| Data for the task |
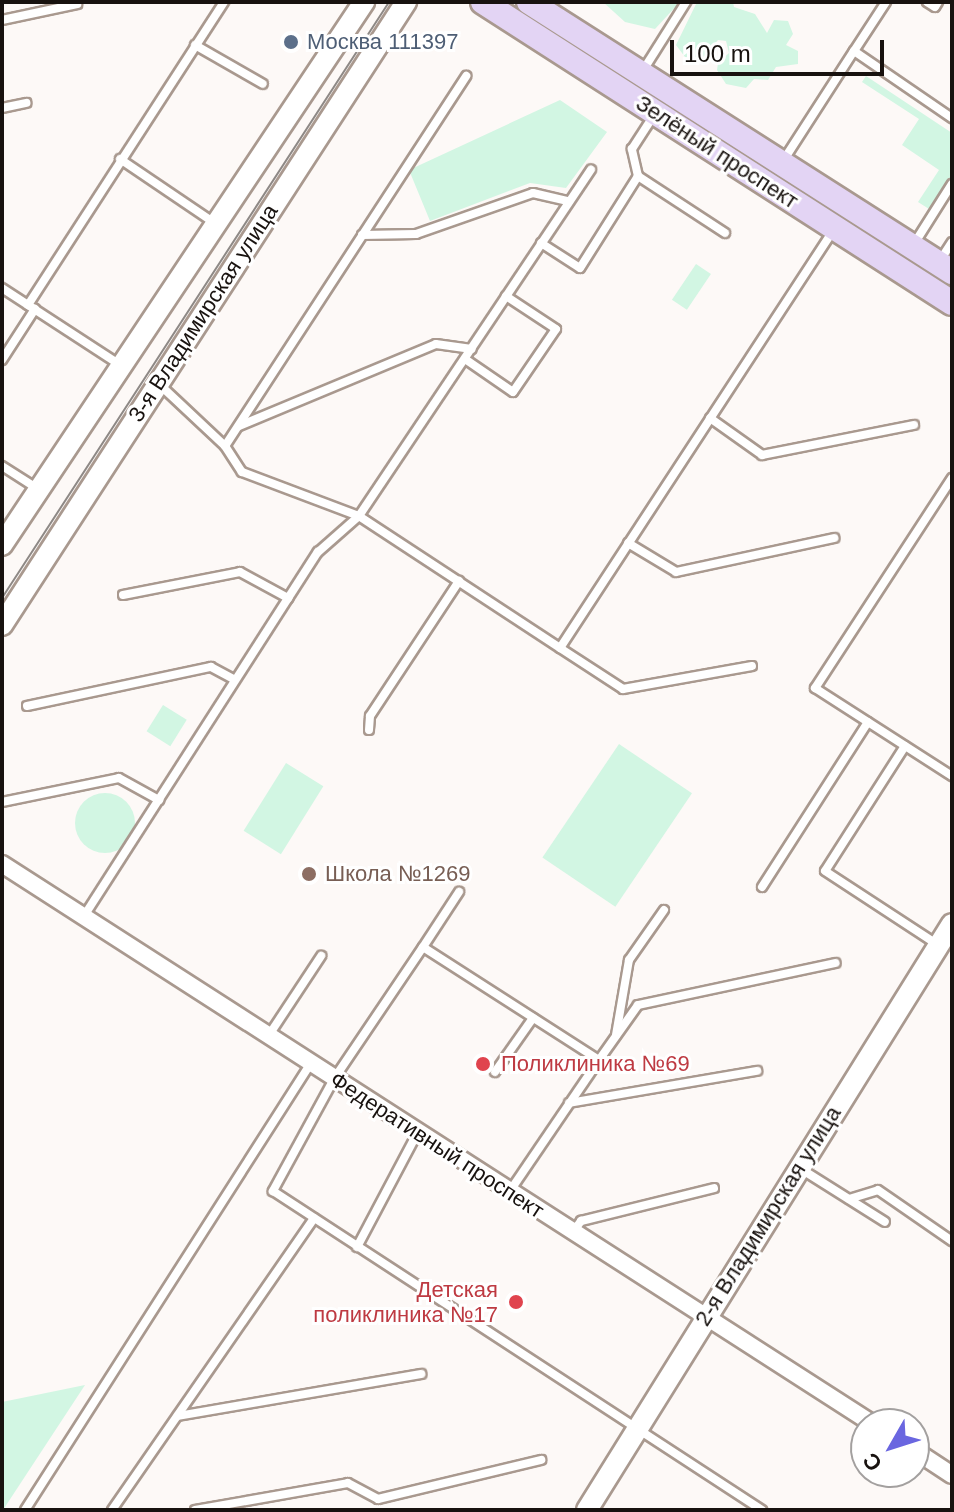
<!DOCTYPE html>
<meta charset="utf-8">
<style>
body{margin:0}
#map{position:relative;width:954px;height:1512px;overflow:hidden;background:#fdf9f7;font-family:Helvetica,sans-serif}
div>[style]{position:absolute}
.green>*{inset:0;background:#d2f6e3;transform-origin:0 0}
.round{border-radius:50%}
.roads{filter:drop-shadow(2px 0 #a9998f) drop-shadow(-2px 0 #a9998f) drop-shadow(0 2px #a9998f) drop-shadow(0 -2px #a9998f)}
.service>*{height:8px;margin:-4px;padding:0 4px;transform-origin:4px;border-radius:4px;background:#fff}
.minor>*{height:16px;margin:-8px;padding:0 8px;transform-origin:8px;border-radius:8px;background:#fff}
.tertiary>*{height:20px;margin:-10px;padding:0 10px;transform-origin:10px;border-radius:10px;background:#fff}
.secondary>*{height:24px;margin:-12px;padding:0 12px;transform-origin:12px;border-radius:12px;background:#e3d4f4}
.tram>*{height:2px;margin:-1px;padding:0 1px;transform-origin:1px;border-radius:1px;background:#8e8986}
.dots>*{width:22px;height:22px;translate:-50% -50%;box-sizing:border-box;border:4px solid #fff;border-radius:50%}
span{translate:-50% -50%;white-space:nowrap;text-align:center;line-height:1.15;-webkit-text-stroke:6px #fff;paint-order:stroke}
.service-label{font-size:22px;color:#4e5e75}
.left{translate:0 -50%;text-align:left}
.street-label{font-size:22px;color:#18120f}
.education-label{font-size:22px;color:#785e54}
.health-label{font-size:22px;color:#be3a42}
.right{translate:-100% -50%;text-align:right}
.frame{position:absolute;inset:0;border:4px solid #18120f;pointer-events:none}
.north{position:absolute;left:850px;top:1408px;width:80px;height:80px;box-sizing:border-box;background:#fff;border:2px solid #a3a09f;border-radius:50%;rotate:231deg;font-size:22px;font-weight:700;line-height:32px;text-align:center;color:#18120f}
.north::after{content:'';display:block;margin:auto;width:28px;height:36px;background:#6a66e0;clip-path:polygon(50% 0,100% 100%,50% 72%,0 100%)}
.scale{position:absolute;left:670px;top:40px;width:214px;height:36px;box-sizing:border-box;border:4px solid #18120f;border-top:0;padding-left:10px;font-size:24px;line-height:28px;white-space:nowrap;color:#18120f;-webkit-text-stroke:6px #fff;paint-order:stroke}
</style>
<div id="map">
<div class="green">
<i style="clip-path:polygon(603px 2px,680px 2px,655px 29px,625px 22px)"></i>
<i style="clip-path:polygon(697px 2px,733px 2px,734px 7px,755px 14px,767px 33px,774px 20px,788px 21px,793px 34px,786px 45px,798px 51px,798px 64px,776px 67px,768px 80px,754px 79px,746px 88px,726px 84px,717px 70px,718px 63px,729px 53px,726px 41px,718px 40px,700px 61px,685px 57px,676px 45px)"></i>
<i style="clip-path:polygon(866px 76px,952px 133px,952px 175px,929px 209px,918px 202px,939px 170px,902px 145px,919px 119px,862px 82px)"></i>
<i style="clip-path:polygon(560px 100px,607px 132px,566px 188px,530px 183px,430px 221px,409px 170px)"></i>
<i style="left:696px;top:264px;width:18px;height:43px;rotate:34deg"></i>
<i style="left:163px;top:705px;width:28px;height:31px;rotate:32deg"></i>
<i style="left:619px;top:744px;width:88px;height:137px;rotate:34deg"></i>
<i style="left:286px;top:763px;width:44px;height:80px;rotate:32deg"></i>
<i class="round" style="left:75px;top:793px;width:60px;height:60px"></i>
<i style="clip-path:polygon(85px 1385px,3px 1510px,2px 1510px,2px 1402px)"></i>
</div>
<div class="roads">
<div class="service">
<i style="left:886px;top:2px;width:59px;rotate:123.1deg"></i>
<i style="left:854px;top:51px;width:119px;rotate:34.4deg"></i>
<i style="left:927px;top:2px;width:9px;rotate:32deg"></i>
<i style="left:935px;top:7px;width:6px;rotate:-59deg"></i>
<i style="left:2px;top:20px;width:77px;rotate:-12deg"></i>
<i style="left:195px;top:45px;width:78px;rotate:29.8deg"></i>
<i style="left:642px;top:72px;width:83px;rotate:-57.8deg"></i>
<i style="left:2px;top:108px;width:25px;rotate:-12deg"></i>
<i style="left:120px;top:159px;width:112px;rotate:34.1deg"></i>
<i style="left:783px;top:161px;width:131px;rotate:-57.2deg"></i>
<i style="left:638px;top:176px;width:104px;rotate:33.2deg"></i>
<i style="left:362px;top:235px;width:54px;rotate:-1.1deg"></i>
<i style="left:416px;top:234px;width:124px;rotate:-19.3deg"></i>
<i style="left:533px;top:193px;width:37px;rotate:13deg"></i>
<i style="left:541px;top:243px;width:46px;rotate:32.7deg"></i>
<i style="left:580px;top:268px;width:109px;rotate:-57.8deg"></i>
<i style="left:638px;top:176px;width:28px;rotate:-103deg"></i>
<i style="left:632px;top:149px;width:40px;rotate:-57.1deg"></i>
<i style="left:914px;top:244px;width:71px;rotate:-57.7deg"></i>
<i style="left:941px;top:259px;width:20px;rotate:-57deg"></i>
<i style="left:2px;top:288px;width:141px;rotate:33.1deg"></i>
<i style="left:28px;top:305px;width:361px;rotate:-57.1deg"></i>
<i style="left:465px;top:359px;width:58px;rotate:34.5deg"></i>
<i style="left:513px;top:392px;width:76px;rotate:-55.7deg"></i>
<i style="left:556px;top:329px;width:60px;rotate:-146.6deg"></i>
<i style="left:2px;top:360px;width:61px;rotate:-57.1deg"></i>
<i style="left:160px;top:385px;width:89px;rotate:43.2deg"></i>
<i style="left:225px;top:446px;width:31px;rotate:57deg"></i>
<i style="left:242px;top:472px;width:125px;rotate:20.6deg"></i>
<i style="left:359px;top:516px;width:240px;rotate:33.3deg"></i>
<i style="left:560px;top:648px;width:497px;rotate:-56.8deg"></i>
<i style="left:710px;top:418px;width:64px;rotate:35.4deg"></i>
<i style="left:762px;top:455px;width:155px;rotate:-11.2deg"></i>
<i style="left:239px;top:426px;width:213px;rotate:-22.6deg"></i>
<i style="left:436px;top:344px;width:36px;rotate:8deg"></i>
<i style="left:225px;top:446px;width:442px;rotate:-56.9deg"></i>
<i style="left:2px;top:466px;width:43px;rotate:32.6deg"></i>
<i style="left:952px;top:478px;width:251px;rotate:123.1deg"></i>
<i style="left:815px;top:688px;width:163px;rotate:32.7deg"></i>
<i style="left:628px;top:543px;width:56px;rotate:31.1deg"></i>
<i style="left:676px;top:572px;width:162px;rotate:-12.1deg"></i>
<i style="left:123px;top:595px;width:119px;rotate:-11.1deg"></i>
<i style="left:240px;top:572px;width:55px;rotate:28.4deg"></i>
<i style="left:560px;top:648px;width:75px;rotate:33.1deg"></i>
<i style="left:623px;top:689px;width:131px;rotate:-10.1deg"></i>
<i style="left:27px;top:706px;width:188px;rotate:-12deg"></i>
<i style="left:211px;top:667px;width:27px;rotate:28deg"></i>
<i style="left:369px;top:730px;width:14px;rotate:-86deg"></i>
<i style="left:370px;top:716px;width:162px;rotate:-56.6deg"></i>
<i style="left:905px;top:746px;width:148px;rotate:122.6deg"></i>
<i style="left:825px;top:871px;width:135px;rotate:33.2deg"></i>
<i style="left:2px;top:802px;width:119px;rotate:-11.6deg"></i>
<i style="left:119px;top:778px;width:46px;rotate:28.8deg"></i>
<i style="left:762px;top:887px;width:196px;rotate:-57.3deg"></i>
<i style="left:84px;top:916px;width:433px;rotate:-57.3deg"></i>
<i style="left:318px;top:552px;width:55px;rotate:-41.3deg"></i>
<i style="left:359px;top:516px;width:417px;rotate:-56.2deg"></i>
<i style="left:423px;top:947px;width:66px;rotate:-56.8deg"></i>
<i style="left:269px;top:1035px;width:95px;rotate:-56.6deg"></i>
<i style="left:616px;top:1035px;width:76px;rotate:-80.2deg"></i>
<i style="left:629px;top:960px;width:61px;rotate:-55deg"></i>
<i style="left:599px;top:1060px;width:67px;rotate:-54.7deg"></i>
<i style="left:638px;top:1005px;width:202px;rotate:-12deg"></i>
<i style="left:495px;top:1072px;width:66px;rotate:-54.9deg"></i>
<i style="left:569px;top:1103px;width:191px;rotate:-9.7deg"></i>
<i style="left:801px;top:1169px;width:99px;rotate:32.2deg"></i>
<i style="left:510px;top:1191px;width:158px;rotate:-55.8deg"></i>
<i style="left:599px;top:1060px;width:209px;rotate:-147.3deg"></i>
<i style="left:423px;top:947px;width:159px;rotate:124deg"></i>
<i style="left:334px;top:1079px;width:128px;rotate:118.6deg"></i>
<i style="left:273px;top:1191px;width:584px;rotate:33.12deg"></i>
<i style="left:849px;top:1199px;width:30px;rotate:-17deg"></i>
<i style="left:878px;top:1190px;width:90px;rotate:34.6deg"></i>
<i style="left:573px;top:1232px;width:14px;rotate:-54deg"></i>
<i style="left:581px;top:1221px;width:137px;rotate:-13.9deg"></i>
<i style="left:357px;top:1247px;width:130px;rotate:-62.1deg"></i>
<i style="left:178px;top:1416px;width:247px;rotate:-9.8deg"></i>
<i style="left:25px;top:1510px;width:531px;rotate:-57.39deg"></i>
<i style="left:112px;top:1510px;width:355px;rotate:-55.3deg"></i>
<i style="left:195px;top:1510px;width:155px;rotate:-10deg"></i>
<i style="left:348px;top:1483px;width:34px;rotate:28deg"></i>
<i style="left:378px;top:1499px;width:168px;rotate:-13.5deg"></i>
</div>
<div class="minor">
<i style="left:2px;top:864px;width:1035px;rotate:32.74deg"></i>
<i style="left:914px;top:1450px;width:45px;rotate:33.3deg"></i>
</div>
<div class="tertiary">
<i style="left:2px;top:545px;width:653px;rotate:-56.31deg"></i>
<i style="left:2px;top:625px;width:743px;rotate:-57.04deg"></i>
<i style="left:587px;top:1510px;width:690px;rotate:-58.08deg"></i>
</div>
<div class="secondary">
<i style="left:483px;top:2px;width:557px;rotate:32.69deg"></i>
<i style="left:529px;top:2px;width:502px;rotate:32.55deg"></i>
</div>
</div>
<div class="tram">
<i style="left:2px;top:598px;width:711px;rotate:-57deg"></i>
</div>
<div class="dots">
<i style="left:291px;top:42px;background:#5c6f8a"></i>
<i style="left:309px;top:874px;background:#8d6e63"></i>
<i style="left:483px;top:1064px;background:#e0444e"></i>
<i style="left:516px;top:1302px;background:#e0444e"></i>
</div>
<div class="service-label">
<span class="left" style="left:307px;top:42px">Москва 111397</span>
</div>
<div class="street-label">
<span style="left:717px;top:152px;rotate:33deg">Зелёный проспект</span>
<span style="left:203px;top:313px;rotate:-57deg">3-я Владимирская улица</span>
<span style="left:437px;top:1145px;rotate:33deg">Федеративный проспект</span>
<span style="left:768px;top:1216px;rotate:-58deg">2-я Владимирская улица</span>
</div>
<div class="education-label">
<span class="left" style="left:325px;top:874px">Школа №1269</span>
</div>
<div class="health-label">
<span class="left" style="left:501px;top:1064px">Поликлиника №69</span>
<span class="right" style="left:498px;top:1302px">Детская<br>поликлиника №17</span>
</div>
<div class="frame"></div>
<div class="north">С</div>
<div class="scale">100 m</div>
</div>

--

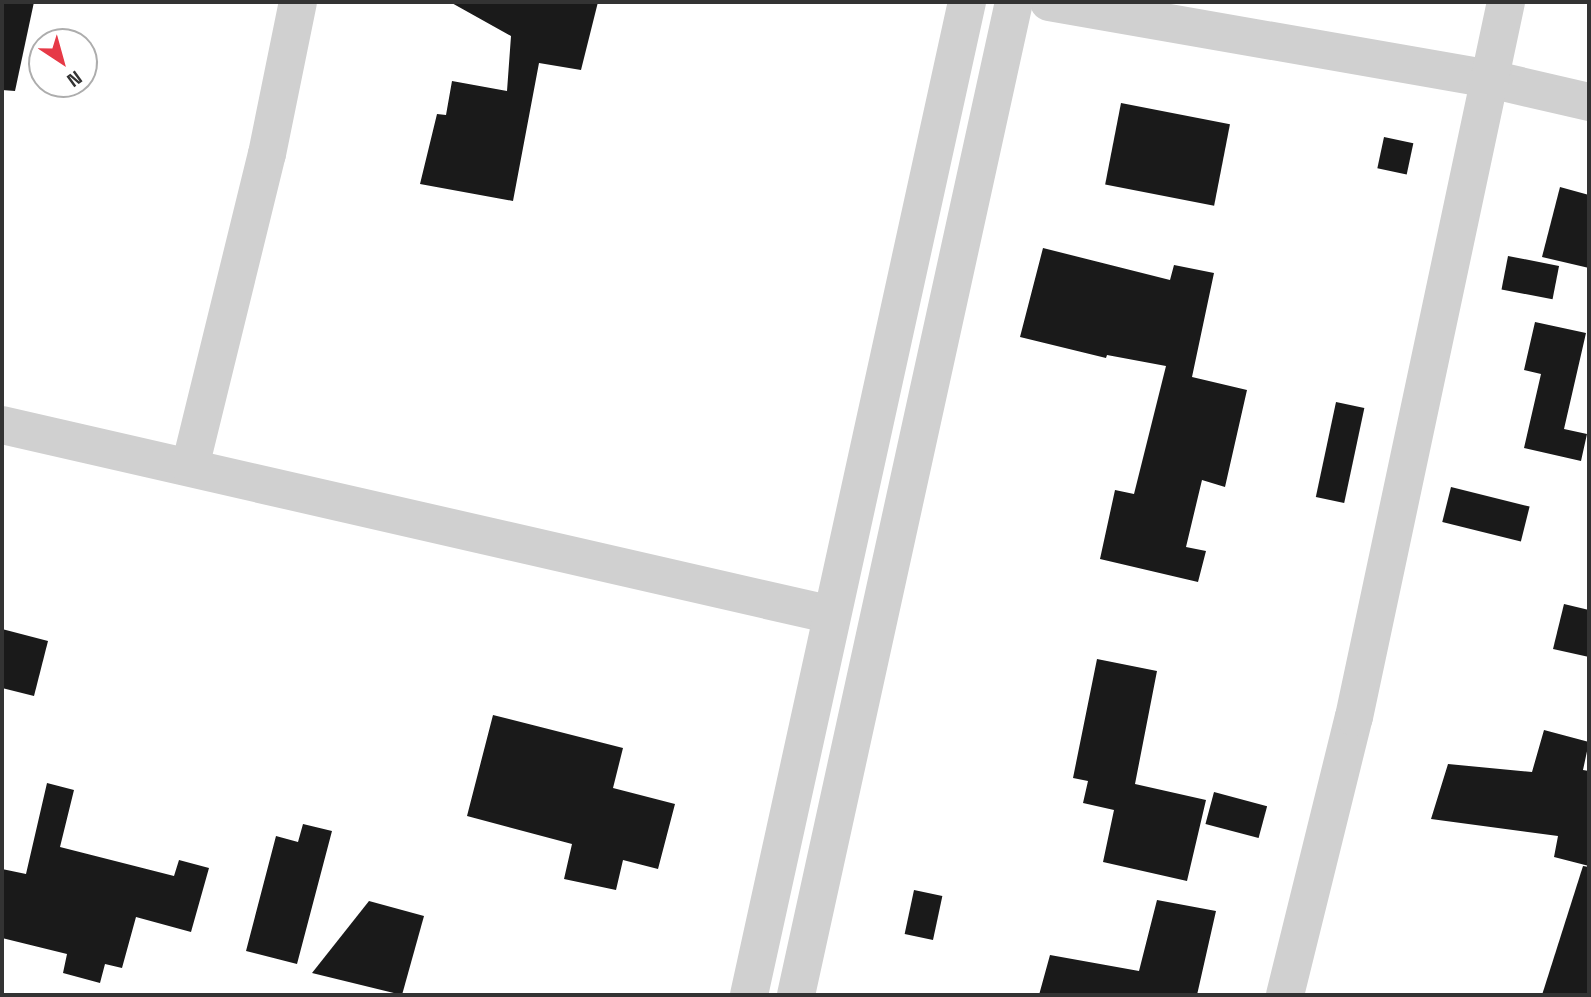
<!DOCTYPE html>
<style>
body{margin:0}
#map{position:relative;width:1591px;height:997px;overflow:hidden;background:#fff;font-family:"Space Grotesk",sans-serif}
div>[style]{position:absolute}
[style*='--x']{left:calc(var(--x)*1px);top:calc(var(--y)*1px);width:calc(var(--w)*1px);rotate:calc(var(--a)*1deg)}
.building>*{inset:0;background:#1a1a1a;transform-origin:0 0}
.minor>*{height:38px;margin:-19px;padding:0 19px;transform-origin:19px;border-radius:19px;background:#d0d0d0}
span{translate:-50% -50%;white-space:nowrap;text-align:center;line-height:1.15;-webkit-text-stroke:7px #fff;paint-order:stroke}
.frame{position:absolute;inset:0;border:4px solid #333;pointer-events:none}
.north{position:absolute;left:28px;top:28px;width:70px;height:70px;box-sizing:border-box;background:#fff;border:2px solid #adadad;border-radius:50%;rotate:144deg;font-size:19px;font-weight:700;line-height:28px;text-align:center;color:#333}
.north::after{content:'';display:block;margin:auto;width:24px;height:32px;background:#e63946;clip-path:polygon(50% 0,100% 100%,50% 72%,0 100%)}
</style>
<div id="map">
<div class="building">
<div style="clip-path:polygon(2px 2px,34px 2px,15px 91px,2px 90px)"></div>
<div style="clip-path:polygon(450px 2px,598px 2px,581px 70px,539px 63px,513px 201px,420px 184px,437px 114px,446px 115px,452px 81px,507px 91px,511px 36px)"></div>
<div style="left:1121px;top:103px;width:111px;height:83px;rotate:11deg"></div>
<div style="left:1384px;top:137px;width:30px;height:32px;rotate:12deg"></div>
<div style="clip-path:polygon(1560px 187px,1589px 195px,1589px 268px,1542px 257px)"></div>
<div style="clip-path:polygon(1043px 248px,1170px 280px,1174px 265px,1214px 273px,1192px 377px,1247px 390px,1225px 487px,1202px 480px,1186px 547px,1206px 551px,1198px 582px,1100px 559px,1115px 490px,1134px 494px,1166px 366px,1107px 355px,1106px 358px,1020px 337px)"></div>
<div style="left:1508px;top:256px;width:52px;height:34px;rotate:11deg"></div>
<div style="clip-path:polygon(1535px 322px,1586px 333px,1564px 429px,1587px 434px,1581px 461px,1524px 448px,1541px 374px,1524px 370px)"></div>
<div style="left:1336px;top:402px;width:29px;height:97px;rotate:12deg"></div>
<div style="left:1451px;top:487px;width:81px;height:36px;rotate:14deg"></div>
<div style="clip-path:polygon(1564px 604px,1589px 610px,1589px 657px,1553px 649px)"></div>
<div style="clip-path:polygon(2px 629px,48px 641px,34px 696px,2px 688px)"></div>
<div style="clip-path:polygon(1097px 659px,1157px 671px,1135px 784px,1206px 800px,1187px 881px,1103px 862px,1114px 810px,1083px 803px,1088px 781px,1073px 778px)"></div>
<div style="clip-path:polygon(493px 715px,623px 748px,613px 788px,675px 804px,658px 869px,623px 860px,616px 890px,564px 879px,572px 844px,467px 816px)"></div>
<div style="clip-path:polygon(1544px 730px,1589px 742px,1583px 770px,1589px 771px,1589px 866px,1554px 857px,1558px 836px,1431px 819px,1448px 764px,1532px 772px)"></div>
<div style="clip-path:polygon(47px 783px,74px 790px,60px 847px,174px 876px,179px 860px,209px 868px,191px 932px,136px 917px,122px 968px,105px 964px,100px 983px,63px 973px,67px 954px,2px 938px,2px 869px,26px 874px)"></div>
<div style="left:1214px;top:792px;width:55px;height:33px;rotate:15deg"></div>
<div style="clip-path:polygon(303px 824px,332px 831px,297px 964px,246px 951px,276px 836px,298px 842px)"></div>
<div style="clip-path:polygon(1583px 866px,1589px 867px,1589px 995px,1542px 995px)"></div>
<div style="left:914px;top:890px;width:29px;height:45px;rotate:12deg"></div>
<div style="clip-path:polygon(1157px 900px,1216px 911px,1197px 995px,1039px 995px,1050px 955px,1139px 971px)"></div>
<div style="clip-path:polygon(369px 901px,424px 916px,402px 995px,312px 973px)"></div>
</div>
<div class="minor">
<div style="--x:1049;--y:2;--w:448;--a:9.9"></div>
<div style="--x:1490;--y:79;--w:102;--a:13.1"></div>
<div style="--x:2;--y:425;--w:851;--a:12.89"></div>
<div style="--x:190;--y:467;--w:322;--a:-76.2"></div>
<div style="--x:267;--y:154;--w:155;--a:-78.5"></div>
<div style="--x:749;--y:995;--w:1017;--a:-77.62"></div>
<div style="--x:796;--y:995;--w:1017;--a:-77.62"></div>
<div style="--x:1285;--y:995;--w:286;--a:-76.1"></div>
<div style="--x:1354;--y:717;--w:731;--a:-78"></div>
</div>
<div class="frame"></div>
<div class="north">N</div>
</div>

| Activity |
In the listing above, which lines include the string "roads"? Return every one of them.

| Response |
.roads{filter:drop-shadow(2px 0 #a9998f) drop-shadow(-2px 0 #a9998f) drop-shadow(0 2px #a9998f) drop-shadow(0 -2px #a9998f)}
<div class="roads">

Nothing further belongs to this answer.